Collected data entries:
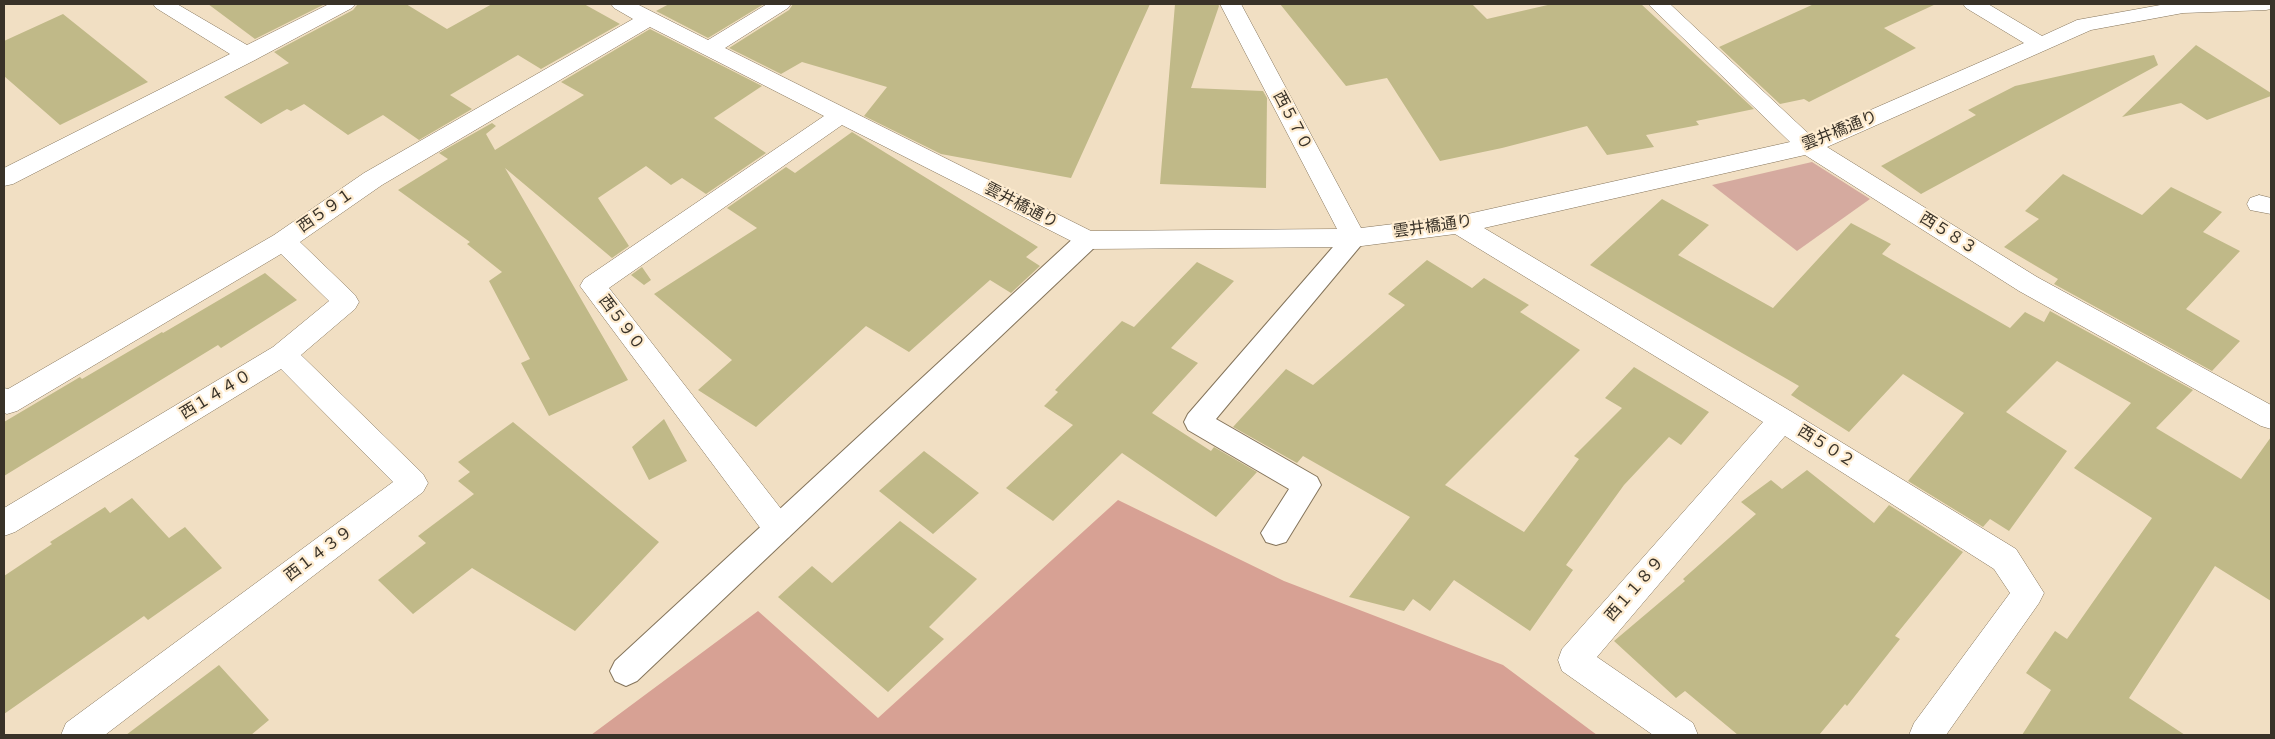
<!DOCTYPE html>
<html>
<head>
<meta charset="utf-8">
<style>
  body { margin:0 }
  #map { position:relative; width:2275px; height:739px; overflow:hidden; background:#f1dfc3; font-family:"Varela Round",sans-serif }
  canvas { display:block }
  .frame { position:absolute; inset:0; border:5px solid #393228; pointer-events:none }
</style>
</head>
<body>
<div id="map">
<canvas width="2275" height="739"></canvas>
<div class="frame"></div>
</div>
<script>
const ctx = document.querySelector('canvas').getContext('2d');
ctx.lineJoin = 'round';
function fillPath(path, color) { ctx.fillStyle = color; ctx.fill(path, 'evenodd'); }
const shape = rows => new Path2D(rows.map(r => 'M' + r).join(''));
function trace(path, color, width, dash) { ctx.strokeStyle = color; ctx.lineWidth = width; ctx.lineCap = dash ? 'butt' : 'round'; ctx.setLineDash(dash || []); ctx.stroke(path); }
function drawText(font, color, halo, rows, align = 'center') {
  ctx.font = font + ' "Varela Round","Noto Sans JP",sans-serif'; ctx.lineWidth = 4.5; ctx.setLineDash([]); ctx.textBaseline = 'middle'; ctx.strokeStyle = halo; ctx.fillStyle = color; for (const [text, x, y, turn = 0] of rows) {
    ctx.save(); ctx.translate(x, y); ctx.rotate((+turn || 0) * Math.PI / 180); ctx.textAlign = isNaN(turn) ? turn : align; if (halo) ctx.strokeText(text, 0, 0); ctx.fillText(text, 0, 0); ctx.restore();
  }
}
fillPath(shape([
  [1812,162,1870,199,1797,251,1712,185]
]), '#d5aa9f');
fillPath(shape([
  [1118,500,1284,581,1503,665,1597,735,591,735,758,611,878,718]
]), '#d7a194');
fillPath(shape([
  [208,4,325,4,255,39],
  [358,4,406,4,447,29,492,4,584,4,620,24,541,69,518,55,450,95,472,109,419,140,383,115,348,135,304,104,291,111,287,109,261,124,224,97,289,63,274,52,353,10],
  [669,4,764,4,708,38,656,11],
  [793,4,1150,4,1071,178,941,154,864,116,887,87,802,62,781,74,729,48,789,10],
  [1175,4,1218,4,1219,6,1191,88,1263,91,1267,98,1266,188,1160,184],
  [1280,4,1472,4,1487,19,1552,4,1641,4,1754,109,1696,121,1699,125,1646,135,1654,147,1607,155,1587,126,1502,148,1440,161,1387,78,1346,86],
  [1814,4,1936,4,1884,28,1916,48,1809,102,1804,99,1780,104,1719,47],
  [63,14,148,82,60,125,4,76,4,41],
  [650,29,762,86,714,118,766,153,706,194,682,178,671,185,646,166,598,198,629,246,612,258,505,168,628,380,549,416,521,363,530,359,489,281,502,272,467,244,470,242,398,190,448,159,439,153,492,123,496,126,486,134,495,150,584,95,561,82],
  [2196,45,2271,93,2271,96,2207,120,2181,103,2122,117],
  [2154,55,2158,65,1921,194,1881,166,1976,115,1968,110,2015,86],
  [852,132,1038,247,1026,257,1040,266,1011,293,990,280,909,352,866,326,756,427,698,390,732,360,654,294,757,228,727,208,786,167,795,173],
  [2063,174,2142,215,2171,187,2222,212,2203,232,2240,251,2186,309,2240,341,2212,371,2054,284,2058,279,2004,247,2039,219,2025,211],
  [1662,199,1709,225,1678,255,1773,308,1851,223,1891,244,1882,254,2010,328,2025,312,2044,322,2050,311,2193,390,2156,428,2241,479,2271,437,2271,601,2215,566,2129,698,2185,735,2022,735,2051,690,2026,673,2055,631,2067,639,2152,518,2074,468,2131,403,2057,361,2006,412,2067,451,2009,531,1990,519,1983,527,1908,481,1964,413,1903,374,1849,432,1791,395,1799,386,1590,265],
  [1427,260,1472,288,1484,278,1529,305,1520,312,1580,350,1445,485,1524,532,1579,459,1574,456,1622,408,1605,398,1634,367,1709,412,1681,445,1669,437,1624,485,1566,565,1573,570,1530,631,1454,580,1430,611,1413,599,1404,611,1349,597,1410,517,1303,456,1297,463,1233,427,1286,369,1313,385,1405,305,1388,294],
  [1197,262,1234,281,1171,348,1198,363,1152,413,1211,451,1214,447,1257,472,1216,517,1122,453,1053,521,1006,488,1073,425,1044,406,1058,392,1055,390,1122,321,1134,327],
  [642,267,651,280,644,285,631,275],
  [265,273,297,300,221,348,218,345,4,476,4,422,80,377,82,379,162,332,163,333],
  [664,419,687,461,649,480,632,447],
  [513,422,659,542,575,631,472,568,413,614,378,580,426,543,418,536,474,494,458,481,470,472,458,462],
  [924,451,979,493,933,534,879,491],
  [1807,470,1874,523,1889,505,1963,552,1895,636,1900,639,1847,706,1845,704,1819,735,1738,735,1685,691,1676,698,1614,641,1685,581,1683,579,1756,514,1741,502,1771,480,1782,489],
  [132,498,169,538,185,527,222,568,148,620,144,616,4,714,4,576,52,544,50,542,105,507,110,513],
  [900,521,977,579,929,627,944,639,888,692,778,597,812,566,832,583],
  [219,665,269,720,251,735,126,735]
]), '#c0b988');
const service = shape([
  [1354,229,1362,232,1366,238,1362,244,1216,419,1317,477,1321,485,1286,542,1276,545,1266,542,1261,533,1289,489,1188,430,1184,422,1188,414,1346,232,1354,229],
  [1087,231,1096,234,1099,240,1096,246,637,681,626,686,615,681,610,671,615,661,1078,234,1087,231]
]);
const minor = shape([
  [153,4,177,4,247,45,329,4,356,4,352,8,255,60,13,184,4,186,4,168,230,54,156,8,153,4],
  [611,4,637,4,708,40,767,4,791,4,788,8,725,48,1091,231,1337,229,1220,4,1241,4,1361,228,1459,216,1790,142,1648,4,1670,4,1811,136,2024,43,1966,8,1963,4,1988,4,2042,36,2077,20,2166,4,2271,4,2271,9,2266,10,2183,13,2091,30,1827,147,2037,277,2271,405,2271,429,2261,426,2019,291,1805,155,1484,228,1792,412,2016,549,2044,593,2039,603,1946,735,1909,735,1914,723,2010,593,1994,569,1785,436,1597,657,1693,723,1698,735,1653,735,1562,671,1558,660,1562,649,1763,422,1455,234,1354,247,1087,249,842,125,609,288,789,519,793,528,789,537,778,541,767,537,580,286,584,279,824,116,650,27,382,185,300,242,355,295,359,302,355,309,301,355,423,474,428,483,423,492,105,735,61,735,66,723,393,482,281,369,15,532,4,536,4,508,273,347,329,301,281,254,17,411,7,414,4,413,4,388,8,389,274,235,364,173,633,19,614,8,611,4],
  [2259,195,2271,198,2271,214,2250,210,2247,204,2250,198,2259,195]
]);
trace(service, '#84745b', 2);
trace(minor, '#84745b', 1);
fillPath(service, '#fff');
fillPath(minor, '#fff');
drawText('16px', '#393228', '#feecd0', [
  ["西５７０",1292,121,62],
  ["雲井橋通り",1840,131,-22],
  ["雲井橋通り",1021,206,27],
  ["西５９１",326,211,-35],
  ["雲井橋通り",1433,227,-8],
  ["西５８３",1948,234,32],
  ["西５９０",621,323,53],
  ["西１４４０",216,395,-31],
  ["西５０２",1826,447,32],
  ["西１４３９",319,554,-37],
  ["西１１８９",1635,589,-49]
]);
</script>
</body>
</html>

==

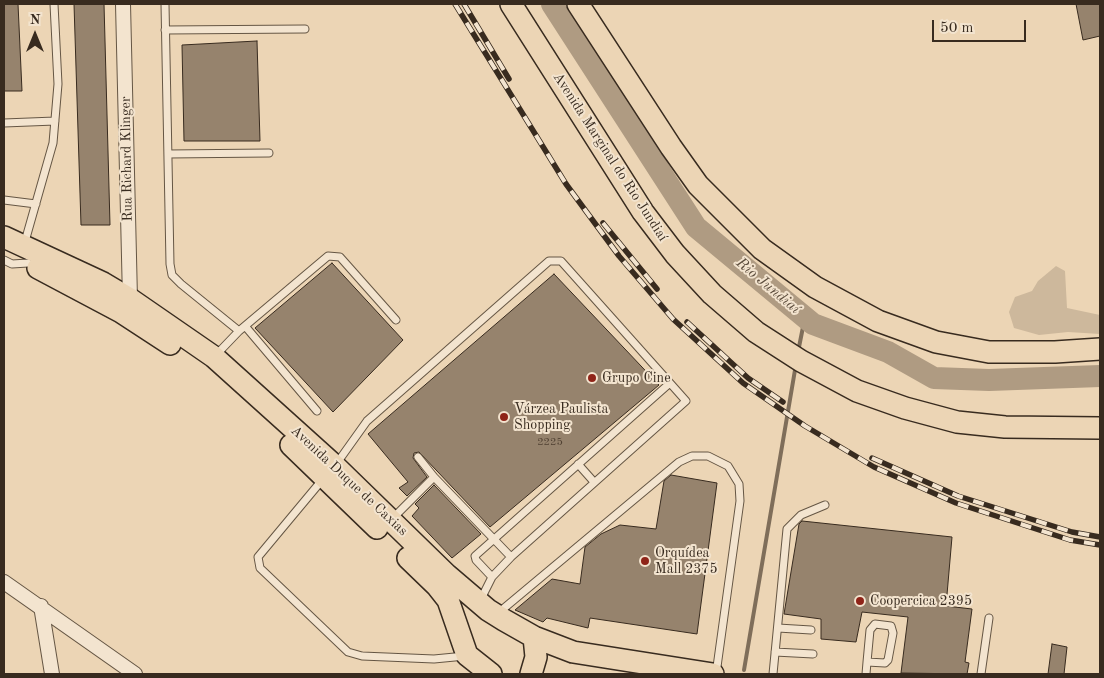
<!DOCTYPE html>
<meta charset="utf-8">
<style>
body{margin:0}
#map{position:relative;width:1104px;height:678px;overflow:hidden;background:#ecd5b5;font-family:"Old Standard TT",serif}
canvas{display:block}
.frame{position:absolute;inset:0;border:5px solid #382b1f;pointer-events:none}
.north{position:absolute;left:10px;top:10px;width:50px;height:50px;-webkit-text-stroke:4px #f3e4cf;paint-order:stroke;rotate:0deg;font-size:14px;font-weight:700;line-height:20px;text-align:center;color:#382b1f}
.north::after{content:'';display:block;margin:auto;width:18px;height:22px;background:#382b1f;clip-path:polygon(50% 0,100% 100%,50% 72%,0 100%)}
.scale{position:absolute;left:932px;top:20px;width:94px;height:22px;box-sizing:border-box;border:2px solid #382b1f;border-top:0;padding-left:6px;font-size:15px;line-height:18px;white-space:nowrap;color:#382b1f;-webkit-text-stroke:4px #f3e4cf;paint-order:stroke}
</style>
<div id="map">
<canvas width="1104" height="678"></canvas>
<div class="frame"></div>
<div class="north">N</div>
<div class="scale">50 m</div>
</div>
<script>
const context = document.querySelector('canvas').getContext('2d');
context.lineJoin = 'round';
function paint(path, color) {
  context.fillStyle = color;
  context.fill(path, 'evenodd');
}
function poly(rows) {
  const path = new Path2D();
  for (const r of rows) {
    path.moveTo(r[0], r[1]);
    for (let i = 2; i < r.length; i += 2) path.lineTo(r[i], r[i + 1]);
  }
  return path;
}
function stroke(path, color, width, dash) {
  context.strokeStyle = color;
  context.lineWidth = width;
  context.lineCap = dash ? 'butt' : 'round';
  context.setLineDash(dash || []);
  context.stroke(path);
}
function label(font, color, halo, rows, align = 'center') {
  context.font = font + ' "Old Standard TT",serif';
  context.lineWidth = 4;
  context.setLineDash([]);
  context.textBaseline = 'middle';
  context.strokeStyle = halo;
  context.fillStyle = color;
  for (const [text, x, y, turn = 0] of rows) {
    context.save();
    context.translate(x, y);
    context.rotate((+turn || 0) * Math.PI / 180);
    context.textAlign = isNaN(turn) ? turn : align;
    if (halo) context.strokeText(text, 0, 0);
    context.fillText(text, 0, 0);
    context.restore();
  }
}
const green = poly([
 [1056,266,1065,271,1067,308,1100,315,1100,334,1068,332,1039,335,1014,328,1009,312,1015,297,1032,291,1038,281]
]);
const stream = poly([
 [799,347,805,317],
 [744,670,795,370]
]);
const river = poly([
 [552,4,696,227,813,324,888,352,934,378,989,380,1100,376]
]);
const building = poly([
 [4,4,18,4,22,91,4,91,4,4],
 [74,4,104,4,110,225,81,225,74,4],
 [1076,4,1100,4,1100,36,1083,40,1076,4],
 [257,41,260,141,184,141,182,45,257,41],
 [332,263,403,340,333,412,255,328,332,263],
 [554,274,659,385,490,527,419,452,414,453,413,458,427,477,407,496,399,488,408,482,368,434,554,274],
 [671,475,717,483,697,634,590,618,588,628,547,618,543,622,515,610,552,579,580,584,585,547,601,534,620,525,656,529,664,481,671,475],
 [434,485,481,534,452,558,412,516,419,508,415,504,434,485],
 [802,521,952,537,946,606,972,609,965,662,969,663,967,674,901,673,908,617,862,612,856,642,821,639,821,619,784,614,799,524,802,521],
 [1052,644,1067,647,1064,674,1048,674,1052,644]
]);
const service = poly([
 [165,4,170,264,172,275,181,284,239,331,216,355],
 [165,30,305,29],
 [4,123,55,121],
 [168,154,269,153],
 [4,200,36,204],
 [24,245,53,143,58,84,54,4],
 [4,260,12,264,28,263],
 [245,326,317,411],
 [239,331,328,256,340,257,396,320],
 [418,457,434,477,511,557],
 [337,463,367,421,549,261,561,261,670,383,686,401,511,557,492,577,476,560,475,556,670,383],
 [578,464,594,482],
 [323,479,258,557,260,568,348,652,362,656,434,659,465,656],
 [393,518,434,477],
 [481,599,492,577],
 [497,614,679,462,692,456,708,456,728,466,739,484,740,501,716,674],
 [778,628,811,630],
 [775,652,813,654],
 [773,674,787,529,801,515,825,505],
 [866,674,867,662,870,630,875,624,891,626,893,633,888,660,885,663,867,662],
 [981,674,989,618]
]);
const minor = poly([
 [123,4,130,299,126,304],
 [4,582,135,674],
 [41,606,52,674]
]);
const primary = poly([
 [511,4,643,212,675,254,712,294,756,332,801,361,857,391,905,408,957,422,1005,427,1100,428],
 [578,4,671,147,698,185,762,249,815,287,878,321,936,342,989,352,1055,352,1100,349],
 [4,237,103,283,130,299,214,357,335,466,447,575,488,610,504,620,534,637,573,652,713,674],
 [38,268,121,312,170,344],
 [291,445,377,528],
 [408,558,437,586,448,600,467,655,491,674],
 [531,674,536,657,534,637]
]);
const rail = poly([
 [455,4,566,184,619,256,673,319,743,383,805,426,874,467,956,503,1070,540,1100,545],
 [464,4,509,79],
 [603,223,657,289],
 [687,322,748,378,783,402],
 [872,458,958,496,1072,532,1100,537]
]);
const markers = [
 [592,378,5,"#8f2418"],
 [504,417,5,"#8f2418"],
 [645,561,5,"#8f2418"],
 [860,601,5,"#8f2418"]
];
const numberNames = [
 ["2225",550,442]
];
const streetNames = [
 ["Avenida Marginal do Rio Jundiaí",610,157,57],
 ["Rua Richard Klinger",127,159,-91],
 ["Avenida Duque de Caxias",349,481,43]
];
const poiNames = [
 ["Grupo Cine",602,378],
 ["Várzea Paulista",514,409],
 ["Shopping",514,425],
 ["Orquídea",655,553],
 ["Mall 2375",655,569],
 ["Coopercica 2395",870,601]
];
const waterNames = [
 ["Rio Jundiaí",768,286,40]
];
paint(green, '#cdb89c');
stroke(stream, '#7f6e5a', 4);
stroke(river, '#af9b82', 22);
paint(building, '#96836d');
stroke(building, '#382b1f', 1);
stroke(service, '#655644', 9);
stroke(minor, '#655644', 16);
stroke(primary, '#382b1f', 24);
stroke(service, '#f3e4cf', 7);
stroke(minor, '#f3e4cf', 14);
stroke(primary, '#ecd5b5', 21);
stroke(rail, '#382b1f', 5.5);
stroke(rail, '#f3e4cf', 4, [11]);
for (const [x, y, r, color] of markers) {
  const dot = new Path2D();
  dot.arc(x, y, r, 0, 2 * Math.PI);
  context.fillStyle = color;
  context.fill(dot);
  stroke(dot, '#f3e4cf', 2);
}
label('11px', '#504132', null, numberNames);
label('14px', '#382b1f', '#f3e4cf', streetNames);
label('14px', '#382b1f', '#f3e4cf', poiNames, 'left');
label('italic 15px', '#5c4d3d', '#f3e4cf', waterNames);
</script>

▶ [EXERCISE REQUIREMENTS]:
One stretch of the lines above is wanted, from the line that contains "for (let i = 2;" through the line that contains "context.fillText(text, 0, 0);". Output it exactly.

▶ [REPLY TO THE TASK]:
    for (let i = 2; i < r.length; i += 2) path.lineTo(r[i], r[i + 1]);
  }
  return path;
}
function stroke(path, color, width, dash) {
  context.strokeStyle = color;
  context.lineWidth = width;
  context.lineCap = dash ? 'butt' : 'round';
  context.setLineDash(dash || []);
  context.stroke(path);
}
function label(font, color, halo, rows, align = 'center') {
  context.font = font + ' "Old Standard TT",serif';
  context.lineWidth = 4;
  context.setLineDash([]);
  context.textBaseline = 'middle';
  context.strokeStyle = halo;
  context.fillStyle = color;
  for (const [text, x, y, turn = 0] of rows) {
    context.save();
    context.translate(x, y);
    context.rotate((+turn || 0) * Math.PI / 180);
    context.textAlign = isNaN(turn) ? turn : align;
    if (halo) context.strokeText(text, 0, 0);
    context.fillText(text, 0, 0);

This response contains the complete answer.